Autonomous Robotic Assistance: Intent-Driven Object Retrieval System
Capstone Project | MS Robotics Engineering | Worcester Polytechnic Institute
In collaboration with Brigitte Broszus, Keith Chester, & Bob DeMont
LinkedIn link below has our final presentation & my technical report.
“I need my boots.”
My Technical Highlights
🤖 Autonomous Navigation & Mapping
Implemented SLAM (Simultaneous Localization and Mapping) using ROS2 Nav2 framework
Integrated sensor fusion between wheel odometry, IMU, and LIDAR data
Optimized real-time performance through selective sensor data fusion
🔄 System Integration
Designed modular ROS2 architecture for perception, planning, and control
👁️ Object Recognition System
Deployed YOLOv8n for real-time object detection at 15Hz
Evaluated speed-accuracy trade-offs for real-world deployment
Abstract
Developed an end-to-end autonomous robotic system that bridges the gap between natural language commands and physical object retrieval in unstructured home environments.
This project tackled three core robotics challenges:
robust state estimation in dynamic environments
real-time object recognition
efficient task planning
The system architecture integrates ROS2 Navigation2 framework with a custom state estimation pipeline, fusing data from a SICK TIM571 LIDAR (15Hz), 6-axis IMU (200Hz), and wheel encoders (100Hz) through an optimized Extended Kalman Filter. Key innovations include selective sensor fusion to minimize redundant angular velocity data while maintaining pose accuracy (±0.15m position error), and a modified local planner tuned for constrained indoor spaces.
The perception pipeline combines LIDAR-based SLAM with YOLOv8n object detection, achieving 15Hz processing rate while managing computational constraints. Custom ROS2 message types were developed to handle object pose estimation and state management, with optimized transform tree updates to maintain real-time performance.

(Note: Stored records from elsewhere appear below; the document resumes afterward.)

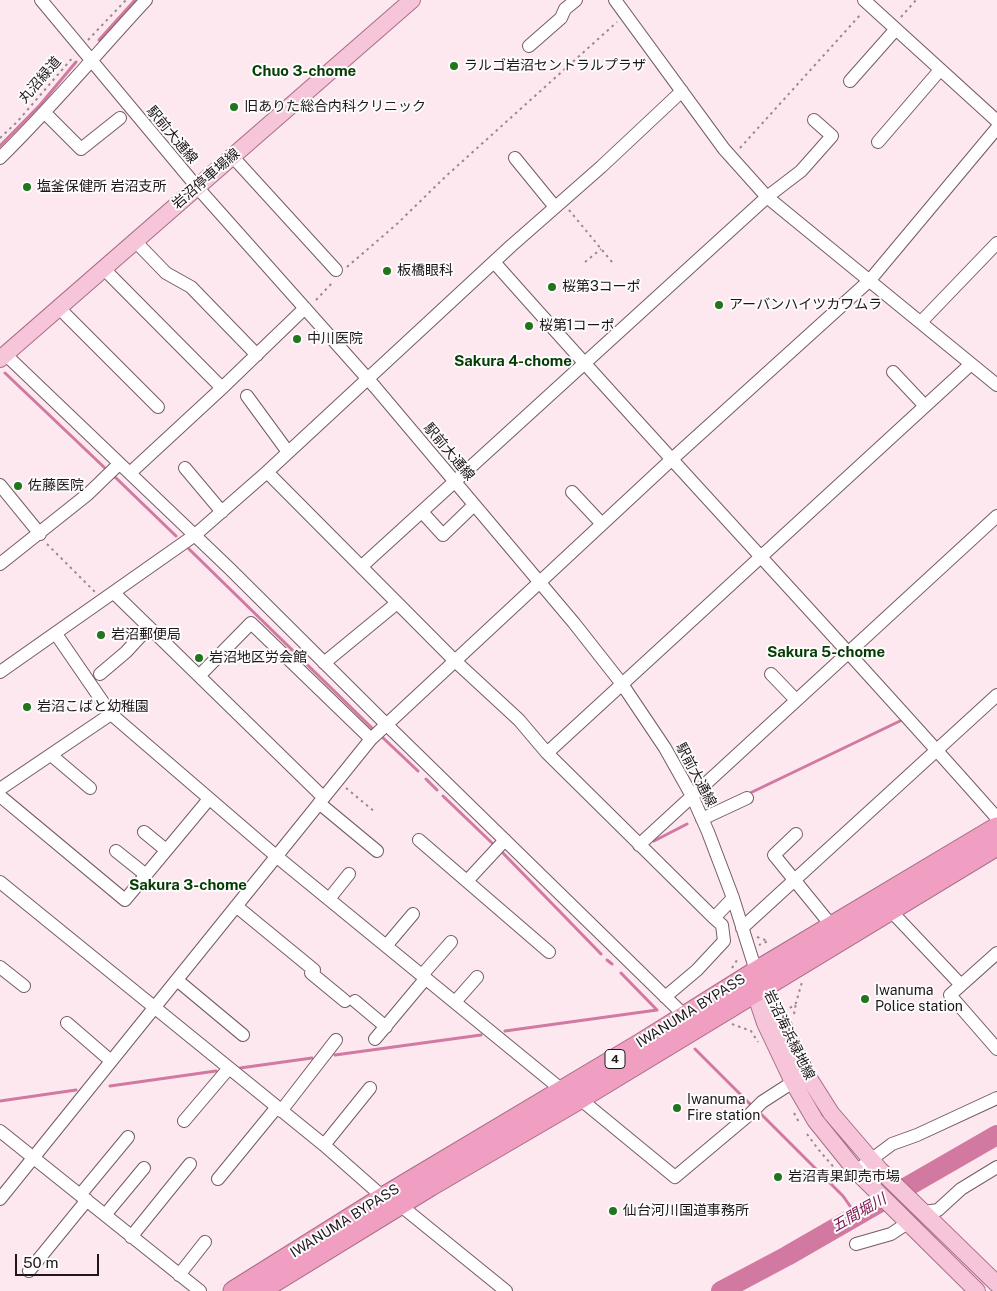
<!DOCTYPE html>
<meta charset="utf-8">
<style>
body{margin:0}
#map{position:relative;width:997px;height:1291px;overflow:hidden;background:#fee8f0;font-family:"Public Sans",sans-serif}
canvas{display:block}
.scale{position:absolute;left:15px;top:1254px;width:84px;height:22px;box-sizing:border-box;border:2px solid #1f1619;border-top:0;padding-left:6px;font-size:15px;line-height:18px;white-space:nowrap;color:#1f1619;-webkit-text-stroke:4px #fcfcfc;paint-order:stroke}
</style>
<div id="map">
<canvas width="997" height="1291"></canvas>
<div class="scale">50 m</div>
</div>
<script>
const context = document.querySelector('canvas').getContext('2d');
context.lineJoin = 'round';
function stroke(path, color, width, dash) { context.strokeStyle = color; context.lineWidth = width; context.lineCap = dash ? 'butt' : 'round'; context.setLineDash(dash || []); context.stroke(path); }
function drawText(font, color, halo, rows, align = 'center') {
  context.font = font + ' "Public Sans","Noto Sans JP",sans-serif'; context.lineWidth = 4; context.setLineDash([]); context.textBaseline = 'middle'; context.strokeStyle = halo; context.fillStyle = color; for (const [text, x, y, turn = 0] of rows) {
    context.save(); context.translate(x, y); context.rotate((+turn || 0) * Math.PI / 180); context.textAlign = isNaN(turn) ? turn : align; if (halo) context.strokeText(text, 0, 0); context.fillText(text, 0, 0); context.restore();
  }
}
stroke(new Path2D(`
 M 99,40 L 135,0
 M 0,146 L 40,105 L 76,62
 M 5,373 L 107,470
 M 115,477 L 176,536
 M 189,549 L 372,728
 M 381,736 L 418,771
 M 426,779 L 437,790
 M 748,794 L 900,721
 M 443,796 L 492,843
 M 654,841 L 687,824
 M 501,851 L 601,954
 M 607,960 L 612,964
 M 621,973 L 657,1010
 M 505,1031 L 657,1010
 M 695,1049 L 753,1107
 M 335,1055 L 481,1035
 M 240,1068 L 312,1058
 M 110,1086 L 216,1071
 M 0,1101 L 76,1090
 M 758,1111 L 843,1196 L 857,1216`), '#d279a1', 3);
stroke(new Path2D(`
 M 721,1291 L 787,1256 L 997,1135`), '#d279a1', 20);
const minor = new Path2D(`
 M 41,0 L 197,187 L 375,387 L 574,623 L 622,684 L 665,748 L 692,796 L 708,832 L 733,898 L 756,971
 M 615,0 L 724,149 L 767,197 L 997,385
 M 864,0 L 997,121
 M 529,46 L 561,18 L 565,9 L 576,0
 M 850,81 L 896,29
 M 45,113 L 81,149 L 120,118
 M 878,142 L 940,70
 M 232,156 L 336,270
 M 0,158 C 51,108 97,53 146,0
 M 515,158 L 555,207
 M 135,241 L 166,273 L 191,287 L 257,355
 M 494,262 C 660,450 832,631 997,818
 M 104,269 L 222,388
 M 59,308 L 158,407
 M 921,322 L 997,243
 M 6,355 L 230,569 L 390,728 L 685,1016
 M 893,372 L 925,406
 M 247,396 L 288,452
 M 185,468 L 222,512
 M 267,472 L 454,660 L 519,720 L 547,753 L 714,918 L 733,898
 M 130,473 L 222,388 L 305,308
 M 0,485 L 40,534
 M 572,492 L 602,524
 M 422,512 L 443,535 L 474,505
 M 0,564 L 88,494 L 119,464
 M 362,566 L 767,197 L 801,171 L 832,136 L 814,120
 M 114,593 L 323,797
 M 56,634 L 111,714 L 276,856 L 562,1090 L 580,1099 L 675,1177 L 750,1114 L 762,1102 L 793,1082
 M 324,663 L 397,603
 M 0,672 L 195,535 L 267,472 L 511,246 L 601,167 L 682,91
 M 100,674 L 126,652 L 149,627
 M 771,674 L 796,700
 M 199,676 L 251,623 L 371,739
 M 547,753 L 971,364
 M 51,755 L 90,788
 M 0,789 L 111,714
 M 0,796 L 125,900 L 209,799
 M 319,803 L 377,851
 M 702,819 L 747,798
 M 144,832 L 166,850
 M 796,834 L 774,855 L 831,925
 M 419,840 L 549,952
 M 639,845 L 997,516
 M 116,851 L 146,875
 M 467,881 L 505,840
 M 0,882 L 324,1145 L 383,1197
 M 329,899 L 349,874
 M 236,906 L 314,970 L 311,973 L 345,1001
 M 890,910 L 961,985
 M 742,928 L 997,695
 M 386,946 L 413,914
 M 997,953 L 950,995 L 997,1049
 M 0,967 L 24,986
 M 422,975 L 451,942
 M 177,980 L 243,1035
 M 665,997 L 697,970 L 724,941 L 722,925 L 714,918
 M 355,1001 L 386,1027
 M 455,1002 L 477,977
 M 67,1023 L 111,1061
 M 375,1039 L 426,978
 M 281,1111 L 336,1040
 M 184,1121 L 229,1068
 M 0,1131 L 200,1291
 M 324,1145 L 370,1088
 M 856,1171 L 892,1144 L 917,1135 L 997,1098
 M 218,1179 L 277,1107
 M 80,1195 L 128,1137
 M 0,1199 L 371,739 L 671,460 L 870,280 L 997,128
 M 400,1205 L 506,1291
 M 924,1212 L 938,1210 L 961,1189 L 997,1167
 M 105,1215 L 144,1168
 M 131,1237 L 190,1164
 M 856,1244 L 891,1234 L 909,1222
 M 29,1271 L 87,1200
 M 179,1275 L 205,1242`);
const major = new Path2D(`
 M 0,359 L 412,0
 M 760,977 L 807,1075 L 831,1113 L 880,1170 L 997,1284
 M 755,980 L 755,993 L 765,1023 L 793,1082 L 815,1120 L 856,1171 L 977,1291`);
const highway = new Path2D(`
 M 233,1291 L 383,1197 L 641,1043 L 756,971 L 997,827
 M 260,1291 L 431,1186 L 580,1099 L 997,846`);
stroke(minor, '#745c65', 14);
stroke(major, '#a76e86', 18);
stroke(highway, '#a76e86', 21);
stroke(new Path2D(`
 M 901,17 L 916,0
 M 88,40 L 126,0
 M 0,138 L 17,122 L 74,56
 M 740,148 L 861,14
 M 569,210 L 612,262
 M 585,262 L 601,249
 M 347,267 L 398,223 L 445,177 L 617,22
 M 316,300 L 333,282
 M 47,544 L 95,592
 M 346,788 L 375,812
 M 757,937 L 768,941 L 759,945
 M 732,968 L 739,957
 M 790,1008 L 796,1003 L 802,982
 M 794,1014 L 796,1003
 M 732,1024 L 751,1031 L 758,1042
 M 794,1113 L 800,1124
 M 807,1134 L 818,1149 L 837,1171`), '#99888e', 2, [2.5, 4]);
stroke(minor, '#fff', 12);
stroke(major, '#f6c5da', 16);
stroke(highway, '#f09ec1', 19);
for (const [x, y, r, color] of [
 [454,66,5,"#22741d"],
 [234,107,5,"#22741d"],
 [27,187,5,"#22741d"],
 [387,271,5,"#22741d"],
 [552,287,5,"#22741d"],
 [719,305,5,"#22741d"],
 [529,326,5,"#22741d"],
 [297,339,5,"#22741d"],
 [18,486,5,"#22741d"],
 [101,635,5,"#22741d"],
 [199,658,5,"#22741d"],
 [27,707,5,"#22741d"],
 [865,999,5,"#22741d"],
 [677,1108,5,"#22741d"],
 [778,1177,5,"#22741d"],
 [613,1211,5,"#22741d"]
]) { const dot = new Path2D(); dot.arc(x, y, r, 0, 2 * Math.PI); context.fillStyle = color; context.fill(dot); stroke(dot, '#fcfcfc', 2); }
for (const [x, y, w] of [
 [615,1059,20]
]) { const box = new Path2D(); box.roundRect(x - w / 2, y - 9.5, w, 19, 4); context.fillStyle = '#fcfcfc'; context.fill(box); stroke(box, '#1f1619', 1); }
drawText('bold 12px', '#1f1619', null, [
 ["4",615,1059]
]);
drawText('14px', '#1f1619', '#fcfcfc', [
 ["ラルゴ岩沼セントラルプラザ",464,66],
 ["旧ありた総合内科クリニック",244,107],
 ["塩釜保健所 岩沼支所",37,187],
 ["板橋眼科",397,271],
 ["桜第3コーポ",562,287],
 ["アーバンハイツカワムラ",729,305],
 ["桜第1コーポ",539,326],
 ["中川医院",307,339],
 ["佐藤医院",28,486],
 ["岩沼郵便局",111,635],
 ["岩沼地区労会館",209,658],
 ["岩沼こばと幼稚園",37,707],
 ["Iwanuma",875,991],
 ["Police station",875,1007],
 ["Iwanuma",687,1100],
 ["Fire station",687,1116],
 ["岩沼青果卸売市場",788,1177],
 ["仙台河川国道事務所",623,1211]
], 'left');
drawText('14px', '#1f1619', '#fcfcfc', [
 ["丸沼緑道",40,80,-49],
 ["駅前大通線",172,135,50],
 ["岩沼停車場線",206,179,-41],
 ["駅前大通線",449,452,50],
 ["駅前大通線",696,775,62],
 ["IWANUMA BYPASS",691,1011,-32],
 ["岩沼海浜緑地線",789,1035,64],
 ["IWANUMA BYPASS",345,1221,-32]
]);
drawText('bold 15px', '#053c03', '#fcfcfc', [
 ["Chuo 3-chome",304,71],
 ["Sakura 4-chome",513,361],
 ["Sakura 5-chome",826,652],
 ["Sakura 3-chome",188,885]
]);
drawText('italic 15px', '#7f1450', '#fcfcfc', [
 ["五間堀川",859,1213,-30]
]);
</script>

System validation in a simulated home environment demonstrated 85% navigation success rate. The project provides a foundation for autonomous home assistance.
Technical Stack: ROS2, Nav2, YOLOv8, Python, Gazebo Simulation, Docker, Git
System & Performance Requirements
The system architecture follows fundamental software design principles of separation of concerns and modular design, decomposing the robotic system into distinct functional blocks (perception, planning, control) with well-defined interfaces. This modular approach enables independent development and testing of components, facilitates fault isolation, and allows for future system expansion while maintaining clear boundaries between high-level planning and low-level control. The architecture implements a message-passing paradigm through ROS2's pub/sub system, carefully designed to minimize latency in critical paths, manage bandwidth through appropriate message filtering, and ensure data consistency across distributed components operating at varying update rates (15Hz vision, 200Hz IMU, 100Hz encoders).
Robot Selection - Fetch
I selected the Fetch robot as our development platform due to its differential drive base equipped with a SICK TIM571 LIDAR (15Hz, 270° FOV), 6-axis IMU (200Hz), and high-precision wheel encoders (100Hz), providing comprehensive sensor coverage for state estimation and navigation tasks. The platform's ability to achieve velocities above typical human walking speed (>0.85 m/s) while maintaining a form factor compatible with standard doorways (base diameter 0.56m) made it ideal for indoor assistance scenarios, with the added benefit of future manipulation capabilities through its 7-DOF arm.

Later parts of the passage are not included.